REQUIRED ACTION >>
Please state how many lines in the records below contain the word "body", giving only the number.

RECORDS SUPPLIED >>
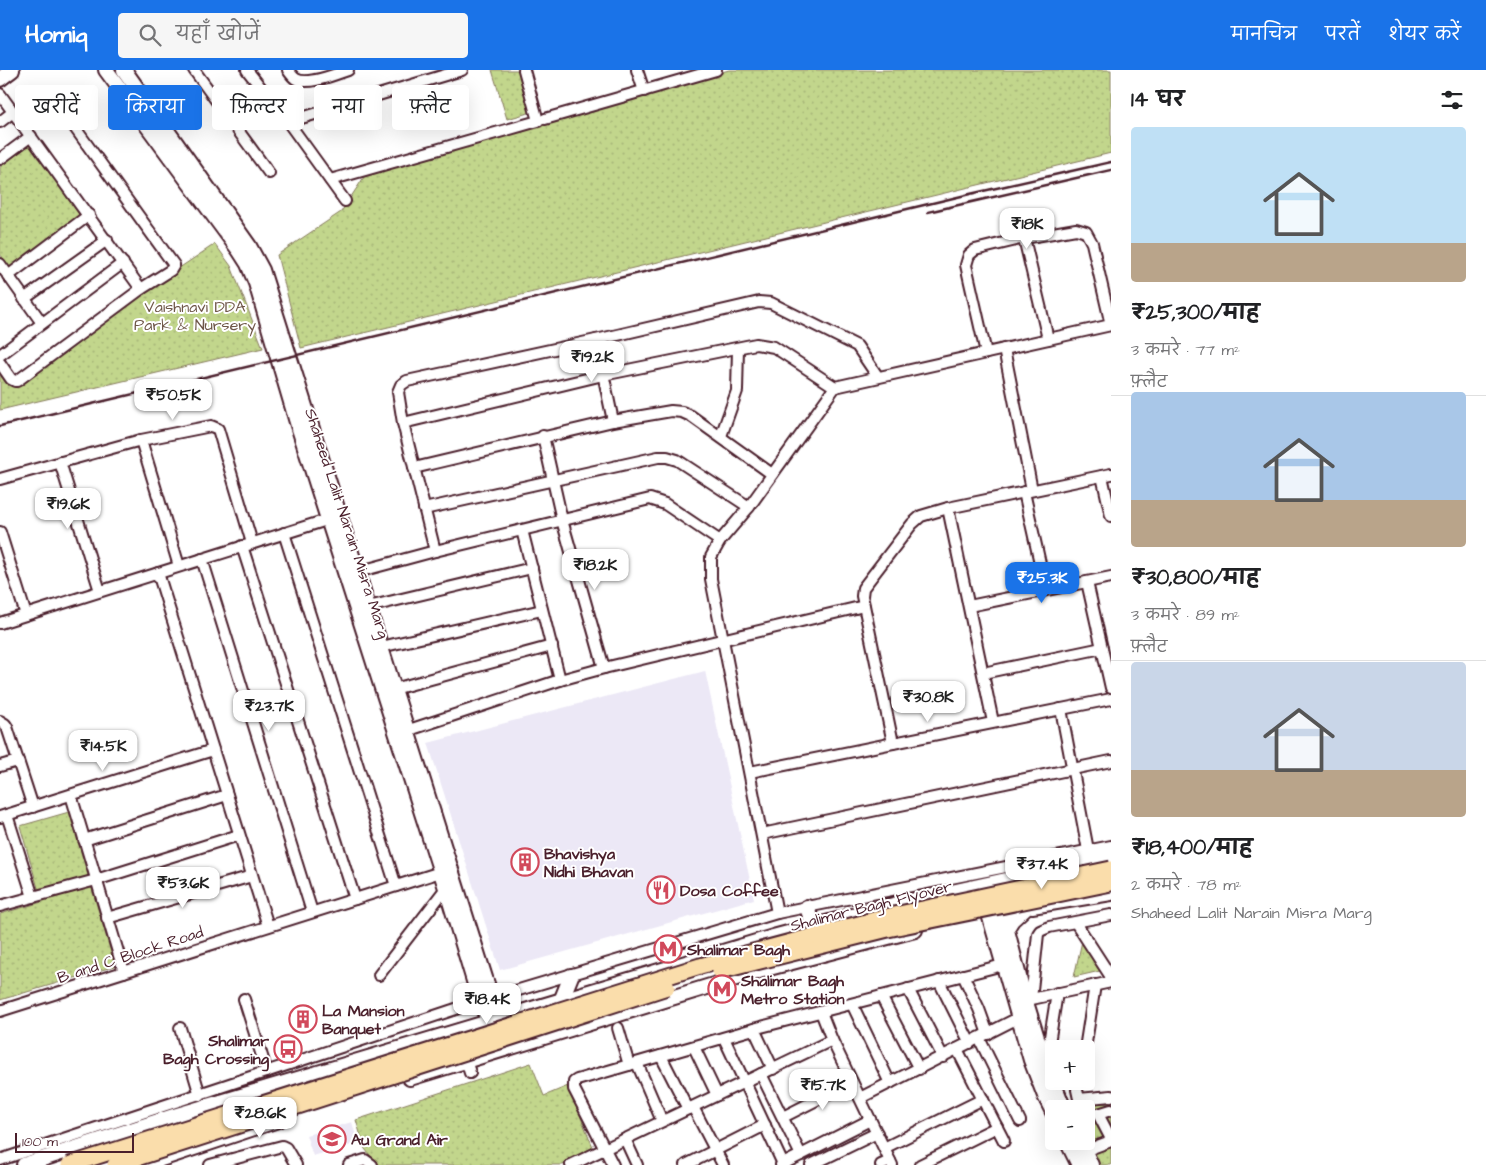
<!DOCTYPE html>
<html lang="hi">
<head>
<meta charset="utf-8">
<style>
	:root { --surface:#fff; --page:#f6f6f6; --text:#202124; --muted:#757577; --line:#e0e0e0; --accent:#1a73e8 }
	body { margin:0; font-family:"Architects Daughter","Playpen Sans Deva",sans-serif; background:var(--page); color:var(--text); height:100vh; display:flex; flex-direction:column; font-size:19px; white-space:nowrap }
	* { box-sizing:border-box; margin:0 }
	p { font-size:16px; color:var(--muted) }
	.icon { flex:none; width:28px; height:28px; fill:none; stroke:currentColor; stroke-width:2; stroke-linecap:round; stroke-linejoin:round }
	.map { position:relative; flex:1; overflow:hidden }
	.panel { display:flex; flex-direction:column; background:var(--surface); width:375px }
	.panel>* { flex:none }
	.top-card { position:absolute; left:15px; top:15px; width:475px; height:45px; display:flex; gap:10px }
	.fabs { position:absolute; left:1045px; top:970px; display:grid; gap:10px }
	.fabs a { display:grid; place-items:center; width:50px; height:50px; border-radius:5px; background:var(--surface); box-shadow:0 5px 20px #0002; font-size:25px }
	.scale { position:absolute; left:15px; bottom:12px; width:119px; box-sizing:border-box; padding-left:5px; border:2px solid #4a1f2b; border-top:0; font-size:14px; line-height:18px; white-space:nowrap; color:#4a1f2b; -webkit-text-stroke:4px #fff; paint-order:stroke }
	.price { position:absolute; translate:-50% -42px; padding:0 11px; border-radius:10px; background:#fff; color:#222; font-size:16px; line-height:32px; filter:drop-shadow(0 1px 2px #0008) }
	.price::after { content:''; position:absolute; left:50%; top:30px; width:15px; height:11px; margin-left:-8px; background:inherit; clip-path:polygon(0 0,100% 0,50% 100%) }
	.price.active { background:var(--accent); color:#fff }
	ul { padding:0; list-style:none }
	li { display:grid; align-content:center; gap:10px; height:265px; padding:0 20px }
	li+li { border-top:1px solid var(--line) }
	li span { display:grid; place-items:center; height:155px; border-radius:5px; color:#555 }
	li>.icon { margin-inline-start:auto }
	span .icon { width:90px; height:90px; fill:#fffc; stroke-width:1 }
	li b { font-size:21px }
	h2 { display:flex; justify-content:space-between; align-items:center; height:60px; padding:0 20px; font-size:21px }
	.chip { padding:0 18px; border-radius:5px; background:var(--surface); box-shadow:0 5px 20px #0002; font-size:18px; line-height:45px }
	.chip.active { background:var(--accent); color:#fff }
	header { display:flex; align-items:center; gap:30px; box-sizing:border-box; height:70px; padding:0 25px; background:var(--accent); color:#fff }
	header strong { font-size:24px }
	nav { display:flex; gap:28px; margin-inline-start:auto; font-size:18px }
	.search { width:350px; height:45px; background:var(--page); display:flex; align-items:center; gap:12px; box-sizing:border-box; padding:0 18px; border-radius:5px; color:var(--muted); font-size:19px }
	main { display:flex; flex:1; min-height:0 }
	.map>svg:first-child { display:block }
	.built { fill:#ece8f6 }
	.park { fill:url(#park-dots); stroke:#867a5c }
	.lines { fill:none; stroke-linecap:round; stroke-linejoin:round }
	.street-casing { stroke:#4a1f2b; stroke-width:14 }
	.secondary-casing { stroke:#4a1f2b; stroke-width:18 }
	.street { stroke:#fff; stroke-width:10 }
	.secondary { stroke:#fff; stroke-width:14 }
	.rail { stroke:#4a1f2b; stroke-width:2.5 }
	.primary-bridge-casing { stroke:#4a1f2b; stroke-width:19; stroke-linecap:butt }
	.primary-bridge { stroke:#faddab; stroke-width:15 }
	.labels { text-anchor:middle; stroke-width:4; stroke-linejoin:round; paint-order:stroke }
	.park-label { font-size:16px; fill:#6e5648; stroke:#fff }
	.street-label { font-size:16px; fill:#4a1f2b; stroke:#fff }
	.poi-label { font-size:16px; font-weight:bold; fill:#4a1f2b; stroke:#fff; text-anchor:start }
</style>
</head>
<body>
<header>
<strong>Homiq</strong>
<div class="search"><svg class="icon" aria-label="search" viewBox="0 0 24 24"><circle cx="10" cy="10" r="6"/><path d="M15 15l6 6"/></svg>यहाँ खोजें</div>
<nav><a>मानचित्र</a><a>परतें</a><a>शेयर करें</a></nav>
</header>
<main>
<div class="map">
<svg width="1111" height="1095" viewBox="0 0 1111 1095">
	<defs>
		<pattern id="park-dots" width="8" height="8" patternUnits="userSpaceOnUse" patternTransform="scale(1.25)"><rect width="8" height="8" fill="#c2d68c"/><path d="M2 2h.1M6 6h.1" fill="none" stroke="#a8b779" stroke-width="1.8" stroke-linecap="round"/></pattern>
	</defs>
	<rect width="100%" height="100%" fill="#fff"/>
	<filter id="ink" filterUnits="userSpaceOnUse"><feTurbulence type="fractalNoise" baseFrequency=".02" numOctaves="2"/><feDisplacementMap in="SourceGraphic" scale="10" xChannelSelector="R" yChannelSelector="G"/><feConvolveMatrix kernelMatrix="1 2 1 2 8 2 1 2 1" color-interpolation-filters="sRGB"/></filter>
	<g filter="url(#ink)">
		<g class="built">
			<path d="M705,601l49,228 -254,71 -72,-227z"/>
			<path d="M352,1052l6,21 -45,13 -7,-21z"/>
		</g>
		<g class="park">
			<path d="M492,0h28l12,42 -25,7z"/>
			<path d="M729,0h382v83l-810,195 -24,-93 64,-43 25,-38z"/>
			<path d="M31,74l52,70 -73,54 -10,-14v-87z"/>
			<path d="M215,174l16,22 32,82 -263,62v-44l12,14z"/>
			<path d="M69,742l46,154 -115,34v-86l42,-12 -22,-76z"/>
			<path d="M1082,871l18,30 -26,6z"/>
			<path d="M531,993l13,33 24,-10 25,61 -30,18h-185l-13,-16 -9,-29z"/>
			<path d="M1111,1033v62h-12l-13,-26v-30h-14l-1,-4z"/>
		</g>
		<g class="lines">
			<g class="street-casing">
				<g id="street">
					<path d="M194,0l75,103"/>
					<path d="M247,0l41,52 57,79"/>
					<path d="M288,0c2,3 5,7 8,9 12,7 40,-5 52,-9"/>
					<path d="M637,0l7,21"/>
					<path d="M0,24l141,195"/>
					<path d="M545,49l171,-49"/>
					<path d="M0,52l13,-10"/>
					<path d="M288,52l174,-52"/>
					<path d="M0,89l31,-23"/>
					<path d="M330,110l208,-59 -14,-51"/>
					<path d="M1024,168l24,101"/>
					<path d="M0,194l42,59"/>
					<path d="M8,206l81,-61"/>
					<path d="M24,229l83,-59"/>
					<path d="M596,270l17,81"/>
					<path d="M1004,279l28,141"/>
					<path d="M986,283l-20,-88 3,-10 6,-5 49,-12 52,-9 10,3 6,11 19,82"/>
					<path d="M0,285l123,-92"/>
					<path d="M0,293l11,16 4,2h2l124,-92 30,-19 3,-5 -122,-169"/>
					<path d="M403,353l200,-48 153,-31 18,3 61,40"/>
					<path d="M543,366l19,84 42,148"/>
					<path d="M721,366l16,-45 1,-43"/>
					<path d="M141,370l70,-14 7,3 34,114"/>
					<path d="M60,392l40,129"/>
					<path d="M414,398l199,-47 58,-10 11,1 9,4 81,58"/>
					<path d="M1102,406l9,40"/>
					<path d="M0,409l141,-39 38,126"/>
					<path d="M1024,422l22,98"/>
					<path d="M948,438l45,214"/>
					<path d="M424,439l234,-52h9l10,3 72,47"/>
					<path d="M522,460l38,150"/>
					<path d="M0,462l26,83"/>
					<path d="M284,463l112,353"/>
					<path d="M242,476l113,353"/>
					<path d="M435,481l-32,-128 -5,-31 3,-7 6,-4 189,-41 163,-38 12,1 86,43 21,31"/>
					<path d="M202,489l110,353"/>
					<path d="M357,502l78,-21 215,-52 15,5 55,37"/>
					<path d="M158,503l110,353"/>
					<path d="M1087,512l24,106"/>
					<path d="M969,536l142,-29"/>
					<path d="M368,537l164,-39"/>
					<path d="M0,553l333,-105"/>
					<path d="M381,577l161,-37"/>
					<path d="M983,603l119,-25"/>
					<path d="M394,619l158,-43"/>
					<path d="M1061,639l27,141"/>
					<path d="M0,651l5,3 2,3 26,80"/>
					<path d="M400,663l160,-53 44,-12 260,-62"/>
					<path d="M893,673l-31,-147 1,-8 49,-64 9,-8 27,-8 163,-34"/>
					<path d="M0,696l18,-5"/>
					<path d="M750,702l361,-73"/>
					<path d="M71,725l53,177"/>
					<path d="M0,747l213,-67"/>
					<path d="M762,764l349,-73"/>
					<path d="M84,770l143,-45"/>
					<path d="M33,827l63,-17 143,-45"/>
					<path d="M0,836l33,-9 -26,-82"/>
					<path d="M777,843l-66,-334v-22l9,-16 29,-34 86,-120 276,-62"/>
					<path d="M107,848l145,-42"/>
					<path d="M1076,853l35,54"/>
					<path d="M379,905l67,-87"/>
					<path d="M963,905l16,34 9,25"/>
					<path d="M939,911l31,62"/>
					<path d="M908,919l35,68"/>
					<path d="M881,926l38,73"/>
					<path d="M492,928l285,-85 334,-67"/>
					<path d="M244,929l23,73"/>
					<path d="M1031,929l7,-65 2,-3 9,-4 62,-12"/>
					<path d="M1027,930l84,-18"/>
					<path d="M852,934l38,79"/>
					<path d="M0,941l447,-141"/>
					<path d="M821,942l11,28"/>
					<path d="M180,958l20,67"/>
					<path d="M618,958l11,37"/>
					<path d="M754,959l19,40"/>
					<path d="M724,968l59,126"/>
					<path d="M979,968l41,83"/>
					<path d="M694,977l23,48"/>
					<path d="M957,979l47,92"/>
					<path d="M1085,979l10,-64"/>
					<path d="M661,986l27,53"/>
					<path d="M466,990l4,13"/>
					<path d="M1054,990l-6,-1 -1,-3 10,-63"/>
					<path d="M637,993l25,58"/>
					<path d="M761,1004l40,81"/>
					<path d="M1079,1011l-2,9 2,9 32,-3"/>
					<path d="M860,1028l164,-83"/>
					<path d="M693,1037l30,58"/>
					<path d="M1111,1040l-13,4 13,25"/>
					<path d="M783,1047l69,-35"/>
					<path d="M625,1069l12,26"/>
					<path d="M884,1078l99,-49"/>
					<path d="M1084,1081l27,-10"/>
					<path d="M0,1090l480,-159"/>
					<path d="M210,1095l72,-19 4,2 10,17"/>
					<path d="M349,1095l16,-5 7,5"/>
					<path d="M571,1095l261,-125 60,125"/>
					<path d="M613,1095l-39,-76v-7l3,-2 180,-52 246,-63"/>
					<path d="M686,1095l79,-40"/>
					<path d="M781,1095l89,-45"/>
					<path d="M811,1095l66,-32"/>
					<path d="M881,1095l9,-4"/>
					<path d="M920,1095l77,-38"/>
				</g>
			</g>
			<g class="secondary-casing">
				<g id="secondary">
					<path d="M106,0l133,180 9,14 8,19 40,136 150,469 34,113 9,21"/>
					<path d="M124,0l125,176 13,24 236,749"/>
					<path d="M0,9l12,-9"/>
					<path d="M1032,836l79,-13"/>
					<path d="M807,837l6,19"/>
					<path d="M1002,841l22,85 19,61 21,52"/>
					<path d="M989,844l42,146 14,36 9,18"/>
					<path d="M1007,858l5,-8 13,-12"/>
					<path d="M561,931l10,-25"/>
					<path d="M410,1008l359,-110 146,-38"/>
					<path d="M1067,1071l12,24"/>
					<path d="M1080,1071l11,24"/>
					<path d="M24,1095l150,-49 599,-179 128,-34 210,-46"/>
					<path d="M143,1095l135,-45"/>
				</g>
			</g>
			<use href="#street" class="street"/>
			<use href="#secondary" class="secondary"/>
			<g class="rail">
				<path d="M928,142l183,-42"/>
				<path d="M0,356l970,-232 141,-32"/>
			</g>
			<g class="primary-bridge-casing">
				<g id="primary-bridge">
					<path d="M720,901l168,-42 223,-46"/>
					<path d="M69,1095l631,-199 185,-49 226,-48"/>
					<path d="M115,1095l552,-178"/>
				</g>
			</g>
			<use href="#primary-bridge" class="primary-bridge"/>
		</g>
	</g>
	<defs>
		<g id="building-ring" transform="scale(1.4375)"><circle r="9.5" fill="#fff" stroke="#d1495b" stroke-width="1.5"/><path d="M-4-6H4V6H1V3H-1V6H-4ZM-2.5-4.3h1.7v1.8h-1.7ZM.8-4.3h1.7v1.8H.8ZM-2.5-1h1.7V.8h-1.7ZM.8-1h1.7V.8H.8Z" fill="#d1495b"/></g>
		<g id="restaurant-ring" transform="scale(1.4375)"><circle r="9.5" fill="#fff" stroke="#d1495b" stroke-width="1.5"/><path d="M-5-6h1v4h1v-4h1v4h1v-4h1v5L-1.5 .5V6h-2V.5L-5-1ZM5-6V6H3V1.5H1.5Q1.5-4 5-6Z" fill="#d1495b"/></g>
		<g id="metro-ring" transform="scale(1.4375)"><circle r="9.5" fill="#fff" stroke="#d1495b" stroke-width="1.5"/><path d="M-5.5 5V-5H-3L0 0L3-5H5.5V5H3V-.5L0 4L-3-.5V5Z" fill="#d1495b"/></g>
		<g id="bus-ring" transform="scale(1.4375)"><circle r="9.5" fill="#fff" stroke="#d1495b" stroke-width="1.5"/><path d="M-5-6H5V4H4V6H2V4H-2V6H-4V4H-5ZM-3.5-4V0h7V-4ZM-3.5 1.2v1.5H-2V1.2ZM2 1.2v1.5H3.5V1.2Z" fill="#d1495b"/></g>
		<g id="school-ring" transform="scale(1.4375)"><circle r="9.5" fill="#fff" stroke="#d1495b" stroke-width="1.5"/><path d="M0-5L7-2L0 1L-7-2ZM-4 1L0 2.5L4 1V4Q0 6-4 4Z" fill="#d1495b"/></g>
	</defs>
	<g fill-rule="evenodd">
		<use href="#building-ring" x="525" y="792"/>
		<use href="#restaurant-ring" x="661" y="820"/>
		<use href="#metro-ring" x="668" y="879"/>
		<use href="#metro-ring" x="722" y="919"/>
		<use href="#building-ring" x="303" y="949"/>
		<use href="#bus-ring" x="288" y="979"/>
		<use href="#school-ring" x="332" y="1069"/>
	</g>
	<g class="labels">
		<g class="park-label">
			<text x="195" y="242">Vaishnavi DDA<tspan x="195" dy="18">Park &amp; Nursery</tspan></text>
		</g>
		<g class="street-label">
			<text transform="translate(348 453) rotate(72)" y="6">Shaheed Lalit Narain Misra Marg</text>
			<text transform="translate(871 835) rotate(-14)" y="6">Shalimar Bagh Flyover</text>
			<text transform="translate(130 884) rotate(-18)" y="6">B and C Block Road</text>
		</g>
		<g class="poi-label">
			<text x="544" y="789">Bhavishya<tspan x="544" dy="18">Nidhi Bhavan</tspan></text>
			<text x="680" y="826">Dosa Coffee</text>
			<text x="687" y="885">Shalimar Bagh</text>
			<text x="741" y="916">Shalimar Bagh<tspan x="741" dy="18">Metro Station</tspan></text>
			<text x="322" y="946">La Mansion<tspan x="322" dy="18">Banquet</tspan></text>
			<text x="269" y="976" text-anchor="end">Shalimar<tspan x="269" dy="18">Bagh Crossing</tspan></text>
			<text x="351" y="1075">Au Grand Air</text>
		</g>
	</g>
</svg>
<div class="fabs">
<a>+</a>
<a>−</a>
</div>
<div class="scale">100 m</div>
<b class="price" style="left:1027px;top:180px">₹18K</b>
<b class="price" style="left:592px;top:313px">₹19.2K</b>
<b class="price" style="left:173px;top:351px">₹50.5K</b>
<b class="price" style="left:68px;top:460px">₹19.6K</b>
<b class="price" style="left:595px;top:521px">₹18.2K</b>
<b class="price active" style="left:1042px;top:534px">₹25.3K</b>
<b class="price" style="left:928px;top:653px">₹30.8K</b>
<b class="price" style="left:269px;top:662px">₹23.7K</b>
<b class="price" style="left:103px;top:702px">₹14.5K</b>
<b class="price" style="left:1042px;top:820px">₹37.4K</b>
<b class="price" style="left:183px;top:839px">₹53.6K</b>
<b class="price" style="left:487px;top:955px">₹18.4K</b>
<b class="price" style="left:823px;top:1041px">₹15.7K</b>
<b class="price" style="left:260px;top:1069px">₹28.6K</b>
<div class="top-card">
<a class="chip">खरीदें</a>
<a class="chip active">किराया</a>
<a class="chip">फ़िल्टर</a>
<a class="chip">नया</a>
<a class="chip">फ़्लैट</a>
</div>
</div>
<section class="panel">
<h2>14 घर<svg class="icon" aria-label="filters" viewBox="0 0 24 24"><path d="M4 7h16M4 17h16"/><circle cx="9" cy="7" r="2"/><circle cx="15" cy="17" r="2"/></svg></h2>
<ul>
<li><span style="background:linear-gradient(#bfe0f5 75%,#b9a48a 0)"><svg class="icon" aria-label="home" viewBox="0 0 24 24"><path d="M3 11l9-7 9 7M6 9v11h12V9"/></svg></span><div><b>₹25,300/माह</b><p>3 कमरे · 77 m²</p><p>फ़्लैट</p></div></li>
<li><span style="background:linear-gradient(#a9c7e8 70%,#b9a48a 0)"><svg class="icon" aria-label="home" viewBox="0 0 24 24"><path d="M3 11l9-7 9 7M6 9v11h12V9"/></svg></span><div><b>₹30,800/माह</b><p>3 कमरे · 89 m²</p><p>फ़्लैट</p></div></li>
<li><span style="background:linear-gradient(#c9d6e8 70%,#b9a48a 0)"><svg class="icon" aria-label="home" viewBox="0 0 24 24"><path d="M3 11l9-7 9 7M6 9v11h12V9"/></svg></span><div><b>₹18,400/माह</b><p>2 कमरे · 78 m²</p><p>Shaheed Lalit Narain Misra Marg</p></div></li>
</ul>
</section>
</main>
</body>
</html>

TASK RESPONSE >>
3